[rust-dev] Integer overflow, round -2147483648

Gábor Lehel glaebhoerl at gmail.com
Wed Jun 18 10:08:21 PDT 2014


# Exposition

We've debated the subject of integer overflow quite a bit, without much
apparent progress. Essentially, we've been running in circles around two
core facts: wrapping is bad, but checking is slow. The current consensus
seems to be to, albeit grudgingly, stick with the status quo.

I think we've established that a perfect, one-size-fits-all solution is not
possible. But I don't think this means that we're out of options, or have
no room for improvement. I think there are several imperfect, partial
solutions we could pursue, to address the various use cases in a
divide-and-conquer fashion.

This is not a formal RFC, more of a grab bag of thoughts and ideas.

The central consideration has to be the observation that, while wrapping
around on overflow is well-supported by hardware, for the large majority of
programs, it's the wrong behavior.

Basically, programs are just hoping that overflow won't happen. And if it
ever does happen, it's going to result in unexpected behavior and bugs.
(Including the possibility of security bugs: not all security bugs are
memory safety bugs.) This is a step up from C's insanity of undefined
behavior for signed overflow, where the compiler assumes that overflow
*cannot* happen and even optimizes based on that assumption, but it's still
a sad state of affairs. If we're clearing the bar, that's only because it's
been buried underground.

We can divide programs into three categories. (I'm using "program" in the
general sense of "piece of code which does a thing".)

 1) Programs where wrapping around on overflow is the desired semantics.

 2) Programs where wrapping around on overflow is not the desired
semantics, but performance is not critical.

 3) Programs where wrapping around on overflow is not the desired semantics
and performance is critical.

Programs in (1) are well-served by the language and libraries as they are,
and there's not much to do except to avoid regressing.

Programs in (2) and (3) are not as well-served.


# Checked math

For (2), the standard library offers checked math in the `CheckedAdd`,
`CheckedMul` etc. traits, as well as integer types of unbounded size:
`BigInt` and `BigUint`. This is good, but it's not enough. The acid test
has to be whether for non-performance-critical code, people are actually
*using* checked math. If they're not, then we've failed.

`CheckedAdd` and co. are important to have for flexibility, but they're far
too unwieldy for general use. People aren't going to write
`.checked_add(2).unwrap()` when they can write `+ 2`. A more adequate
design might be something like this:

 * Have traits for all the arithmetic operations for both checking on
overflow and for wrapping around on overflow, e.g. `CheckedAdd` (as now),
`WrappingAdd`, `CheckedSub`, `WrappingSub`, and so on.

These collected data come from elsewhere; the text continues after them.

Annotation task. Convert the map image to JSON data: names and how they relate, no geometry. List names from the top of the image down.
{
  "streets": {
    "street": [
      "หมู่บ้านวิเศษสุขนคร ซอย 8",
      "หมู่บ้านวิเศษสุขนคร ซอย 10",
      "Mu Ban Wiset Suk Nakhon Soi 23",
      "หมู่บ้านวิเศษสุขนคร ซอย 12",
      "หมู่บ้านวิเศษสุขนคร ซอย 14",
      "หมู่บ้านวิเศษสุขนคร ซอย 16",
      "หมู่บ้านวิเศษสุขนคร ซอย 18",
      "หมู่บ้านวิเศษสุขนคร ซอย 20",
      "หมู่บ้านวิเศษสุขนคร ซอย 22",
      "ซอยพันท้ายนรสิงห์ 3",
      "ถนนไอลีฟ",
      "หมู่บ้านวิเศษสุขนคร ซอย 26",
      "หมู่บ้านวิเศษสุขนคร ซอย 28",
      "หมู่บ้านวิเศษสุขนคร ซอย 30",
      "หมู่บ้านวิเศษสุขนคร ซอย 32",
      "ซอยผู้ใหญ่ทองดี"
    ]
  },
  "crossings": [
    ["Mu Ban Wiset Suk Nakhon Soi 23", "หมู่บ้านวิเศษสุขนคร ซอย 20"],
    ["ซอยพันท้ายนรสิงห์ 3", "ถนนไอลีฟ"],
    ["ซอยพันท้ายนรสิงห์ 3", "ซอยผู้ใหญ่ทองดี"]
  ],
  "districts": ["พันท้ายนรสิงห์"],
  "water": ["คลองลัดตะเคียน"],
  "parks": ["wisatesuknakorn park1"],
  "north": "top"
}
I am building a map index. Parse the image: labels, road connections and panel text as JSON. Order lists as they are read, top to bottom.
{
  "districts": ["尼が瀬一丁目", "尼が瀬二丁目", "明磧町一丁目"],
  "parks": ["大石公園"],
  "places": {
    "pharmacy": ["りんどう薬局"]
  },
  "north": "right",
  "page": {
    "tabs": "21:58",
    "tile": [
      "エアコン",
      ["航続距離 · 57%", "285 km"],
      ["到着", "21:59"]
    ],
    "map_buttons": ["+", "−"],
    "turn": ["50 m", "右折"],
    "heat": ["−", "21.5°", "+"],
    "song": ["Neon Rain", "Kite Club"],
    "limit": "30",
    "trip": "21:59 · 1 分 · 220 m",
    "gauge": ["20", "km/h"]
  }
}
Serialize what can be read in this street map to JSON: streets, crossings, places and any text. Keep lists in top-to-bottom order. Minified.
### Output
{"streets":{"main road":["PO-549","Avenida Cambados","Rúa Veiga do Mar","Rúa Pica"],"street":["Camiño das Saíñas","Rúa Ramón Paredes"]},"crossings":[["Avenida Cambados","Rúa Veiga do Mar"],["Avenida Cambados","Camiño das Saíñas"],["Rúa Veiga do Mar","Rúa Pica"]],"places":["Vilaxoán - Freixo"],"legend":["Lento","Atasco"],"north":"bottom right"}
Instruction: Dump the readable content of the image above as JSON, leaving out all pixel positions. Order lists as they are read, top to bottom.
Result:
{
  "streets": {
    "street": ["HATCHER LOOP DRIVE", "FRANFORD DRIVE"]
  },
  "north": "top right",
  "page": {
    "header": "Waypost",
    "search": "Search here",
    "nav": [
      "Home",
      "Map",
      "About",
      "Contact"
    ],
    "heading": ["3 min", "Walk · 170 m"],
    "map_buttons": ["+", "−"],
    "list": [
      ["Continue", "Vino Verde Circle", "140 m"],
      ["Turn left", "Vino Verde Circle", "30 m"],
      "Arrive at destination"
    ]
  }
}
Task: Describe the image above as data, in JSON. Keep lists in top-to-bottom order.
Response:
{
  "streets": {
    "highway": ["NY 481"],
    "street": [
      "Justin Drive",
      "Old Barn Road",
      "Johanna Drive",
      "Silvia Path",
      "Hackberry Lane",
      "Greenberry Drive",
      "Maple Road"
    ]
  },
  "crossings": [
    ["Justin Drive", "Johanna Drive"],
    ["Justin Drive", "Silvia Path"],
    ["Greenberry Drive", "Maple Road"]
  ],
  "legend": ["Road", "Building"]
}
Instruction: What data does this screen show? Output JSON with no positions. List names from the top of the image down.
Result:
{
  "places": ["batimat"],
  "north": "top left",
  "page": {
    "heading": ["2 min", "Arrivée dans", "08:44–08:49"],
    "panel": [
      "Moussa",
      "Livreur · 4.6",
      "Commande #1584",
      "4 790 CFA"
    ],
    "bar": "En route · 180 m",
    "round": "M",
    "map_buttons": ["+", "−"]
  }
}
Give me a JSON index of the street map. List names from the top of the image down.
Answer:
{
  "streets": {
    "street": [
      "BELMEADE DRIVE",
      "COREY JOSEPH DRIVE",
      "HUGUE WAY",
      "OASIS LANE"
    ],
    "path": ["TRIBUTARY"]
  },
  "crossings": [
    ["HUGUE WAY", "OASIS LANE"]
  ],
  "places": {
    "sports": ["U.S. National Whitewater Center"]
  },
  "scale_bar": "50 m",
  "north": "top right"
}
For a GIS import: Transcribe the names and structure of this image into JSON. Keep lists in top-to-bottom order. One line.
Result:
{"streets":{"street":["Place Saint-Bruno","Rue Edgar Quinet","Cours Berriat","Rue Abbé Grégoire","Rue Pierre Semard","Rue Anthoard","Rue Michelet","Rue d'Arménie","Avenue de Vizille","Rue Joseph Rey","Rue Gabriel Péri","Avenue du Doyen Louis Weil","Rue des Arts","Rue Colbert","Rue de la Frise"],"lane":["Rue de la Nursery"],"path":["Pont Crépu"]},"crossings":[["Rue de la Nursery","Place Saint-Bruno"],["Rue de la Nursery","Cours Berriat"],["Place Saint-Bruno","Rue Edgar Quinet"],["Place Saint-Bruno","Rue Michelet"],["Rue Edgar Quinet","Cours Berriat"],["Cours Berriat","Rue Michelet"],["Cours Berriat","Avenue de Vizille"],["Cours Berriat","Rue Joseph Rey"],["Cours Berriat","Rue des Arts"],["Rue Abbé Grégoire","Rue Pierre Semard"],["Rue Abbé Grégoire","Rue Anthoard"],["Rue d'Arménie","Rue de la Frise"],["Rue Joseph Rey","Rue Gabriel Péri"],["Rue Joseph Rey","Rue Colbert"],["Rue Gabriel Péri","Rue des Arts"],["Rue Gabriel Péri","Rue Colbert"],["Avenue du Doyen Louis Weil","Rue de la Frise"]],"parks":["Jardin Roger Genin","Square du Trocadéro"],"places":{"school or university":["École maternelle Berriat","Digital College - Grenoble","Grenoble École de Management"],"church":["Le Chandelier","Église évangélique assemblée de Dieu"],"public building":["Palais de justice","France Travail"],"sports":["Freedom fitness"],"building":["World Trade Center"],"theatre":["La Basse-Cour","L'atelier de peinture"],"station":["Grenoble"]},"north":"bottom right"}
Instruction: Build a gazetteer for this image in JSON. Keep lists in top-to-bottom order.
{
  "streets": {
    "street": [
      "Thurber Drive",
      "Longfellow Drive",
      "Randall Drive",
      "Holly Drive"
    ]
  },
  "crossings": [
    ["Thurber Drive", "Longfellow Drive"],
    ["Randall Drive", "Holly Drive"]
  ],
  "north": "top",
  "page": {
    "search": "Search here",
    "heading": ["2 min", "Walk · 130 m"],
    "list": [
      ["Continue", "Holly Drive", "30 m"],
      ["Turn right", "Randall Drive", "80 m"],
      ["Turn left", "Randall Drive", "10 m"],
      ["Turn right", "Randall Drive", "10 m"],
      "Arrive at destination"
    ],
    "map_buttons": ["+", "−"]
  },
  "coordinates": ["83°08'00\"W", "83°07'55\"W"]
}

 * Offer convenience methods for the Checked traits which perform
`unwrap()` automatically.

 * Have separate sets of integer types which check for overflow and which
wrap around on overflow. Whatever they're called: `CheckedU8`,
`checked::u8`, `uc8`, ...

 * Both sets of types implement all of the Checked* and Wrapping* traits.
You can use explicit calls to get either behavior with either types.

 * The checked types use the Checked traits to implement the operator
overloads (`Add`, Mul`, etc.), while the wrapping types use the Wrapping
traits to implement them. In other words, the difference between the types
is (probably only) in the behavior of the operators.

 * `BigInt` also implements all of the Wrapping and Checked traits: because
overflow never happens, it can claim to do anything if it "does happen".
`BigUint` implements all of them except for the Wrapping traits which may
underflow, such as `WrappingSub`, because it has nowhere to wrap around to.

Another option would be to have just one set of types but two sets of
operators, like Swift does. I think that would work as well, or even
better, but we've been avoiding having any operators which aren't familiar
from C.


#  Unbounded integers

While checked math helps catch instances of overflow and prevent
misbehaviors and bugs, many programs would prefer integer types which do
the right thing and don't overflow in the first place. For this, again, we
currently have `BigInt` and `BigUint`. There's one problem with these:
because they may allocate, they no longer `Copy`, which means that they
can't be just drop-in replacements for the fixed-size types.

To partially address this, once we have tracing GC, and if we manage to
make `Gc<T>: Copy`, we should add unbounded `Integer` (as in Haskell) and
`Natural` types which internally use `Gc`, and so are also `Copy`. (In
exchange, they wouldn't be `Send`, but that's far less pervasive.) These
would (again, asides from `Send`) look and feel just like the built-in
fixed-size types, while having the semantics of actual mathematical
integers, resp. naturals (up to resource exhaustion of course). They would
be ideal for code which is not performance critical and doesn't mind
incurring, or already uses, garbage collection. For those cases, you
wouldn't have to think about the tradeoffs, or make difficult choices:
`Integer` is what you use.

One concern with this would be the possibility of programs incurring GC
accidentally by using these types. There's several ways to deal with this:

 * Note the fact that they use GC prominently in the documentation.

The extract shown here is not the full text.